There are lots of ways to make 3D maps. I've tried at least 4, that I can remember quickly.

As for reading from files, a basic example:

file datafile;
datafile.open("data.dat", "r");
string data=datafile.read();
datafile.close();

// Assuming the data is divided into lines:
string[] lines=string_split(data, "\n", true);

for(uint i=0; i<lines.length(); i++) {

// Assuming that each line is in the format <var>=<value>:
string[] parts=string_split(lines[i], "=", true); // There are other ways, but this is quickest.
if(parts[0]="x") x=string_to_number(parts[1]);
else if(parts[0]=="y") y=string_to_number(parts[1]);
// And so on, for every variable.

}// End of lines loop.
看過來!
"If you want utopia but reality gives you Lovecraft, you don't give up, you carve your utopia out of the corpses of dead gods."
MaxAngor wrote:
    George... Don't do that.

2015-03-21 18:23:38

Well, what about the vector?

2015-03-22 23:25:26

...

2015-03-23 13:56:17

If CAE Jones don't know what is a ispolzvoanie vector, I give up!  smile

2015-03-23 15:16:51

In the mathematical sense, vectors describe a magnitude and a direction. This can be used to represent position, as well as velocity, force, etc.

In BGT, vectors contain member variables x, y, and optionally z.
Most of the more complicated features come into play for physics simulations, and for audio games we can ignore quite a lot.

You'd treat vectors like other objects. For example:

// Create vectors for player position and velocity:
vector player_position(0, 0,0);
vector player_velocity(0, 0, 0);

// Set velocity to something simple, like moving to the right at 3m/s:
player_velocity.x=3.0;
// (It's possible to work in angles, rotation, etc, but this is more complicated.
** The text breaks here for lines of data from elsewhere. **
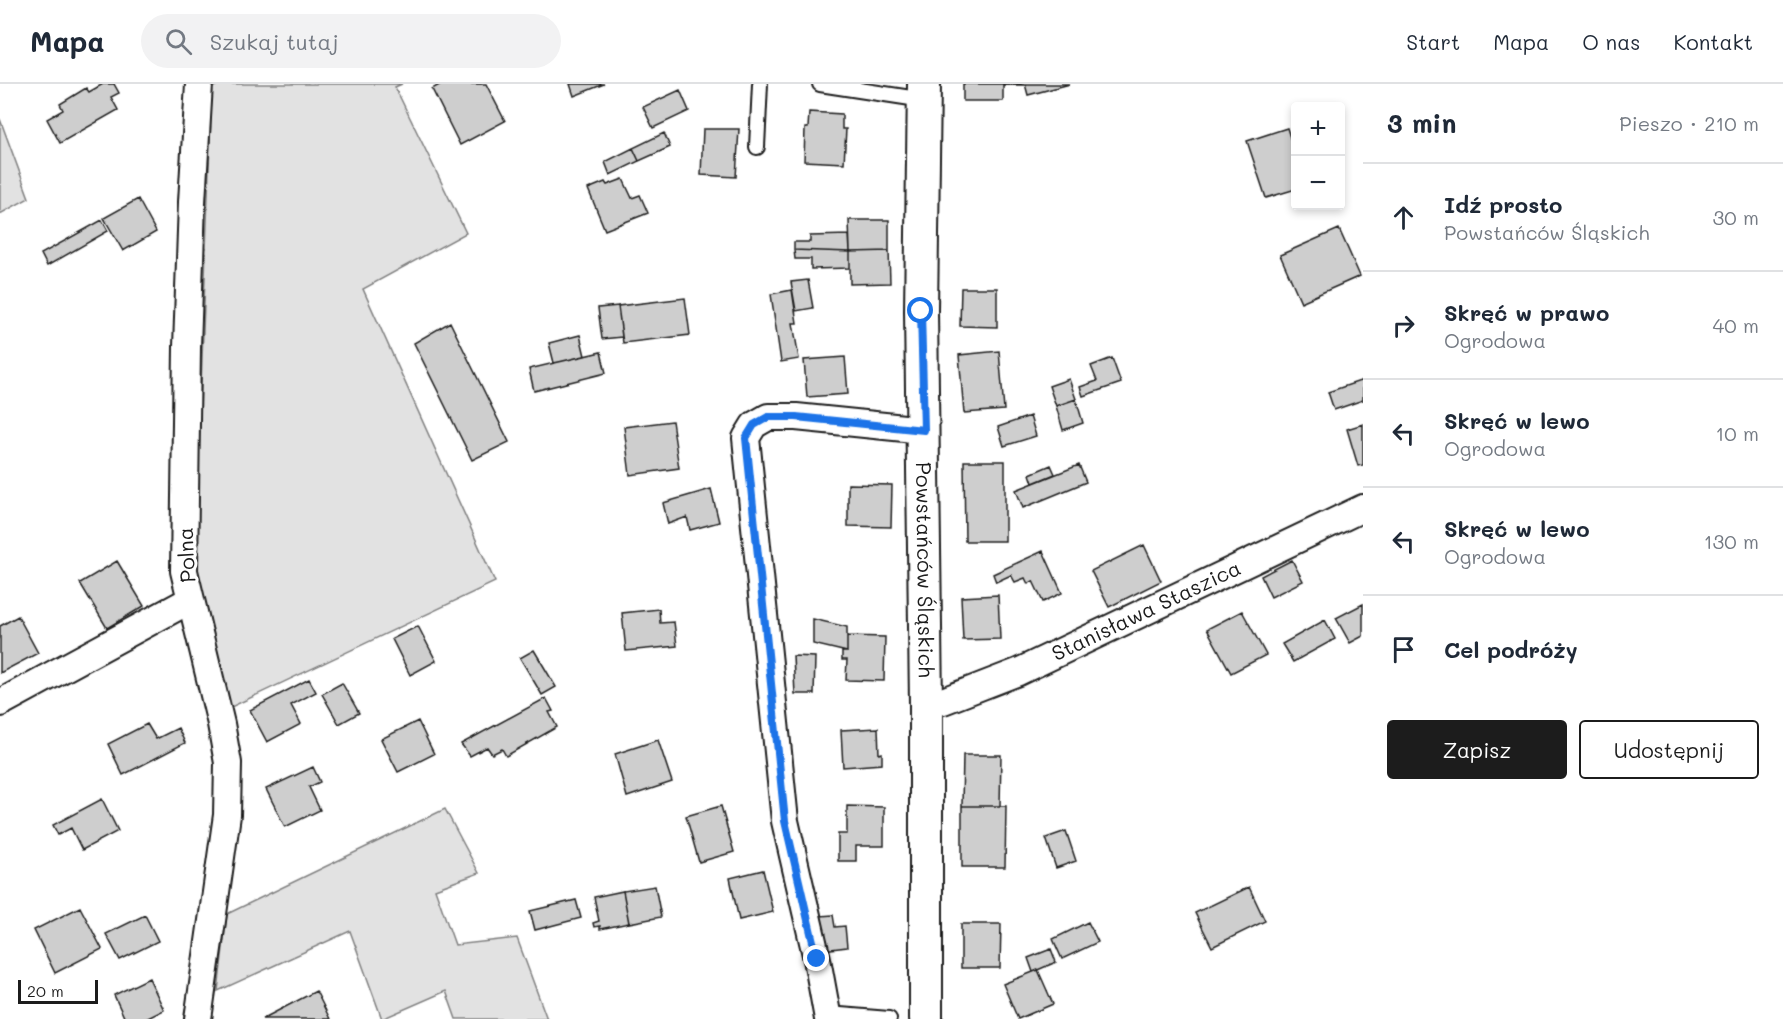 <!DOCTYPE html>
<html lang="pl">
<meta charset="utf-8">
<style>
body{margin:0;font-family:Mali,sans-serif;background:#f2f2f3;color:#1f2937}
.controls{position:absolute;right:18px;top:18px;display:grid;overflow:hidden;border-radius:6px;box-shadow:0 3px 9px #0003}
.controls button{width:54px;height:54px;display:grid;place-items:center;padding:0;border:0;border-bottom:2px solid #e0e1e3;background:#fff;color:#1f2937;font:30px sans-serif}
.scale{position:absolute;left:18px;bottom:15px;width:80px;box-sizing:border-box;padding-left:6px;border:3px solid #1c1c1c;border-top:0;font-size:16px;line-height:21px;white-space:nowrap;color:#1c1c1c;-webkit-text-stroke:4px #fff;paint-order:stroke}
.stop{position:absolute;width:18px;height:18px;margin:-14px;border:4px solid #1a73e8;border-radius:50%;background:#fff}
.stop.end{background:#1a73e8;border-color:#fff;box-shadow:0 2px 6px #0008}
.list{margin:0;padding:0;list-style:none}
h2{display:flex;justify-content:space-between;align-items:center;height:78px;margin:0;padding:0 24px;font-size:26px}
h2 small{font-size:20px;font-weight:400;color:#747a83}
.list li{display:grid;grid-template-columns:39px 1fr auto;gap:18px;align-items:center;box-sizing:border-box;height:108px;padding:0 24px;border-top:2px solid #e0e1e3}
.list b{display:block;font-size:22px;white-space:nowrap}
.list p{margin:0;font-size:20px;white-space:nowrap;color:#747a83}
.list em{font-size:20px;font-style:normal;color:#747a83}
.actions{display:flex;gap:12px;padding:18px 24px}
.actions a{flex:1;padding:14px 0;border:2px solid #1c1c1c;border-radius:6px;text-align:center;font-size:21px;color:#1c1c1c}
.actions .main{background:#1c1c1c;color:#fff}
.icon{flex:none;width:33px;height:33px;fill:none;stroke:currentColor;stroke-width:2;stroke-linecap:round;stroke-linejoin:round}
.map{position:relative;flex:none;width:1363px;height:935px;overflow:hidden}
header{display:flex;align-items:center;gap:36px;box-sizing:border-box;height:84px;padding:0 30px;background:#fff;border-bottom:2px solid #e0e1e3}
header strong{font-size:28px}
nav{display:flex;gap:33px;margin-inline-start:auto;font-size:21px}
.search{width:420px;height:54px;background:#f2f2f3;display:flex;align-items:center;gap:15px;box-sizing:border-box;padding:0 21px;border-radius:33px;color:#747a83;font-size:22px}
main{display:flex}
aside{flex:1;background:#fff}
.map>svg:first-child{display:block}
.green{fill:#e2e2e2;stroke:#7f7f7f;stroke-width:1.5}
.building{fill:#cecece;stroke:#1c1c1c;stroke-width:1.5}
.lines{fill:none;stroke-linecap:round;stroke-linejoin:round}
.service-casing{stroke:#1c1c1c;stroke-width:18}
.minor-casing{stroke:#1c1c1c;stroke-width:30}
.tertiary-casing{stroke:#1c1c1c;stroke-width:36}
.service{stroke:#fff;stroke-width:14}
.minor{stroke:#fff;stroke-width:26}
.tertiary{stroke:#fff;stroke-width:32}
.route{stroke:#1a73e8;stroke-width:8}
.labels{text-anchor:middle;stroke-width:6;stroke-linejoin:round;paint-order:stroke}
.street-label{font-size:21px;fill:#1c1c1c;stroke:#fff}
</style>
<header>
<strong>Mapa</strong>
<div class="search"><svg class="icon" aria-label="search" viewBox="0 0 24 24"><circle cx="10" cy="10" r="6"/><path d="M15 15l6 6"/></svg>Szukaj tutaj</div>
<nav><a>Start</a><a>Mapa</a><a>O nas</a><a>Kontakt</a></nav>
</header>
<main>
<div class="map">
<svg width="1363" height="935" viewBox="0 0 1363 935">
<rect width="100%" height="100%" fill="#fff"/>
<filter id="ink" filterUnits="userSpaceOnUse"><feTurbulence type="fractalNoise" baseFrequency=".0167" numOctaves="2"/><feDisplacementMap in="SourceGraphic" scale="12" xChannelSelector="R" yChannelSelector="G"/><feConvolveMatrix kernelMatrix="1 2 1 2 8 2 1 2 1" color-interpolation-filters="sRGB"/></filter>
<g filter="url(#ink)">
<path class="green" d="M219 0H402L395 3 466 149 363 205 495 498 229 624 194 492 212 4Z
M0 35 29 114 0 130Z
M445 725 479 789 435 805 455 861 517 854 547 935H456L446 907 382 935 350 847 218 907 227 830Z"/>
<path class="building" d="M103 0H114L119 9 111 13 118 26 60 59 47 35 63 26 60 20 86 4 89 8Z
M441 0H486L505 37 460 61 432 5Z
M570 0H604L574 12Z
M963 0H1024V1H1003V17H963Z
M1025 0H1070L1028 11Z
M680 6 689 27 653 44 643 23Z
M809 28 842 30V45H846L844 79 804 77 805 44H808Z
M1287 44 1296 72V105L1266 114 1247 57Z
M703 45H739L736 93 701 91Z
M664 49 670 63 639 77 633 64Z
M633 64 639 77 610 91 605 78Z
M623 95 632 114 640 111 648 129 605 146 588 105 605 98 607 101Z
M138 115 156 148 123 167 104 134Z
M102 136 108 147 47 182 41 170Z
M849 136H889V167L850 168Z
M1339 145 1360 192 1301 218 1280 171Z
M849 151 850 168 794 166V158H810V152Z
M794 166 850 168V184L811 185V175H795Z
M889 167 890 199 850 200V168Z
M808 196 813 224 796 227 791 198Z
M961 204H997V243L960 242Z
M792 206 797 239H793L799 275 781 278 771 210Z
M685 214 690 251 623 259 618 222Z
M618 222 622 253 602 255 598 224Z
M450 238 509 358 472 376 414 259Z
M580 251 585 272 554 279 549 259Z
M999 267 1004 326 964 329 959 271Z
M601 268 606 289 534 307 529 285Z
M845 273 848 310 807 313 804 276Z
M1112 274 1121 299 1083 312 1080 303 1097 297 1091 282Z
M1069 295 1076 315 1056 322 1049 302Z
M1363 296V316L1334 326 1328 308Z
M1076 315 1083 339 1063 346 1056 322Z
M1030 332 1036 352 1004 362 998 343Z
M672 337 679 384 630 391 624 343Z
M1363 340V381L1358 382 1347 345Z
M964 377H1005V457H965Z
M1051 381 1055 390 1033 399 1030 390Z
M1079 381 1086 398 1023 424 1016 406Z
M848 400 892 401 891 443 848 442Z
M711 405 719 438 690 446 687 433 668 440 663 419Z
M1144 461 1161 497 1109 523 1091 487Z
M1043 467 1062 509 1043 518 1033 497 1028 500 1025 494 1015 498 1011 491 996 498 993 490Z
M1292 476 1303 497 1271 513 1261 492Z
M117 477 144 522 107 544 80 499Z
M998 511 1000 555 963 556 961 513Z
M1363 520V552L1350 559 1336 534Z
M659 525 660 539 674 538 677 562 626 567 622 529Z
M1242 527 1266 571 1231 589 1207 545Z
M18 532 38 569 0 589V542Z
M813 535 847 543V568L813 560Z
M1325 536 1335 555 1293 578 1282 560Z
M418 542 436 577 410 591 392 555Z
M847 552 885 553 884 597 846 596 847 576H842V568H847Z
M534 566 556 603 542 611 520 574Z
M793 572 815 573 814 610H795Z
M309 595 316 608 291 621 301 640 267 658 250 626Z
M342 599 359 629 339 640 322 610Z
M546 614 553 627 549 628 557 643 506 672 502 665 492 670 487 663 470 672 461 660Z
M418 637 434 670 398 688 381 655Z
M147 640 156 655 178 644 185 659 123 691 108 660Z
M878 644 879 670 882 669V680L843 683 841 646Z
M658 656 672 698 627 713 615 670Z
M963 671H1001L1000 722H962Z
M313 683 320 698 309 703 320 726 285 743 266 705Z
M102 715 118 747 82 766 71 744 58 751 53 741Z
M721 722 734 768 699 778 686 732Z
M847 722 884 723V762H856V777H838V750H847Z
M962 722H1006L1005 783H962Z
M1066 747 1076 777 1056 784 1046 754Z
M763 786 773 828 739 836 730 794Z
M655 802 661 833 629 839 623 807Z
M1249 803 1265 837 1212 863 1195 829Z
M623 807 629 839 600 845V842L594 843 593 839 599 837 594 813Z
M576 816 581 834 535 846 530 827Z
M80 823 102 865 55 889 34 846Z
M145 831 158 857 120 876 106 850Z
M833 831 835 843 845 842 847 863 823 866 820 832Z
M1088 838 1098 858 1062 875 1053 855Z
M961 840H1001L1000 884H961Z
M1051 865 1056 878 1033 888 1028 874Z
M1038 886 1053 920 1018 935 1003 900Z
M149 894 164 926 146 935H125L114 911Z
M316 907 330 935H262Z"/>
<g class="lines">
<g class="service-casing">
<path id="service" d="M820 0 924 16
M757 63 760 0
M828 930 889 935"/>
</g>
<g class="minor-casing">
<g id="minor">
<path d="M0 619 190 516"/>
<path id="s1" d="M926 621 943 617 1018 588 1363 424"/>
<path d="M198 935 227 731 228 679 221 640 184 487 187 263 192 118 199 0"/>
<path d="M828 935 817 875 785 737 746 354 754 341 768 333H796L924 346"/>
</g>
</g>
<g class="tertiary-casing">
<g id="tertiary">
<path id="s2" d="M924 0 921 227 926 621V935"/>
</g>
</g>
<use href="#service" class="service"/>
<use href="#minor" class="minor"/>
<use href="#tertiary" class="tertiary"/>
</g>
</g>
<g class="lines" filter="url(#ink)">
<path class="route" d="M817 875 785 737 746 354 754 341 768 333H796L924 346 921 227"/>
</g>
<g class="labels">
<g class="street-label">
<text transform="translate(187 471) rotate(-93)" y="7">Polna</text>
<text dy="7" stroke="none"><textPath href="#s2" startOffset="486">Powstańców Śląskich</textPath></text>
<text dy="7" stroke="none"><textPath href="#s1" startOffset="240">Stanisława Staszica</textPath></text>
</g>
</g>
</svg>
<div class="controls">
<button>+</button>
<button>−</button>
</div>
<div class="scale">20 m</div>
<div class="stop" style="left:921px;top:227px"></div>
<div class="stop end" style="left:817px;top:875px"></div>
</div>
<aside>
<h2>3 min<small>Pieszo · 210 m</small></h2>
<ul class="list">
<li><svg class="icon" aria-label="ahead" viewBox="0 0 24 24"><path d="M12 20V5M6 11l6-6 6 6"/></svg><div><b>Idź prosto</b><p>Powstańców Śląskich</p></div><em>30 m</em></li>
<li><svg class="icon" aria-label="right" viewBox="0 0 24 24"><path d="M7 20v-9h11M14 6l5 5-5 5"/></svg><div><b>Skręć w prawo</b><p>Ogrodowa</p></div><em>40 m</em></li>
<li><svg class="icon" aria-label="left" viewBox="0 0 24 24"><path d="M17 20v-9H6M10 6l-5 5 5 5"/></svg><div><b>Skręć w lewo</b><p>Ogrodowa</p></div><em>10 m</em></li>
<li><svg class="icon" aria-label="left" viewBox="0 0 24 24"><path d="M17 20v-9H6M10 6l-5 5 5 5"/></svg><div><b>Skręć w lewo</b><p>Ogrodowa</p></div><em>130 m</em></li>
<li><svg class="icon" aria-label="arrive" viewBox="0 0 24 24"><path d="M6 21V4h12l-3 4 3 4H6"/></svg><div><b>Cel podróży</b></div></li>
</ul>
<div class="actions"><a class="main">Zapisz</a><a>Udostępnij</a></div>
</aside>
</main>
I'd recommend math.bgt from my includes.zip, as it has more functions for working with vectors.

// A function for getting the position of an actor (player or enemy or even bullets), given position, velocity, and time:
// This takes advantage of features of BGT's vectors
vector next_position(vector position, vector velocity, double dt) {
// (Note: time is in seconds.)
return position+(velocity*dt);
}


To be honest, I've never actually tried that trick, but I usually use geometric shapes instead of a point position vector.
If you want to update the player position using that function:

// There are different ways to get dt, depending on how your game is set up.
// If you have a game timer, it might be
// double dt=game_timer.elapsed/1000.0;

player_position=next_position(player_position, player_velocity, dt);

However, you'd want to check if the movement would go through solid objects.
It's hard to say what the best map design would be for any particular game. Tile arrays, object lists, even a shallow version of scene graphs (which are probably how most mainstream 3D games do it, but most implementations I've found are horribly complicated. This is probably because I prefer objects to represent objects or attributes, and methods to represent actions, and the scene graph implementations I've studied have it as objects all the way down. with multiple layers of abstraction and overly elaborate class names and the need to constantly check the documentation for the parameter lists for each and every level. ... You probably can get away with a tile array.)

看過來!
"If you want utopia but reality gives you Lovecraft, you don't give up, you carve your utopia out of the corpses of dead gods."
MaxAngor wrote:
    George... Don't do that.

2015-03-23 18:27:21

still do not understand!
Here we have the variables:
player_x, player_y, how do we determine where he play? or if I also want the arrow to the left to the right not to go, and to turn, how to do it?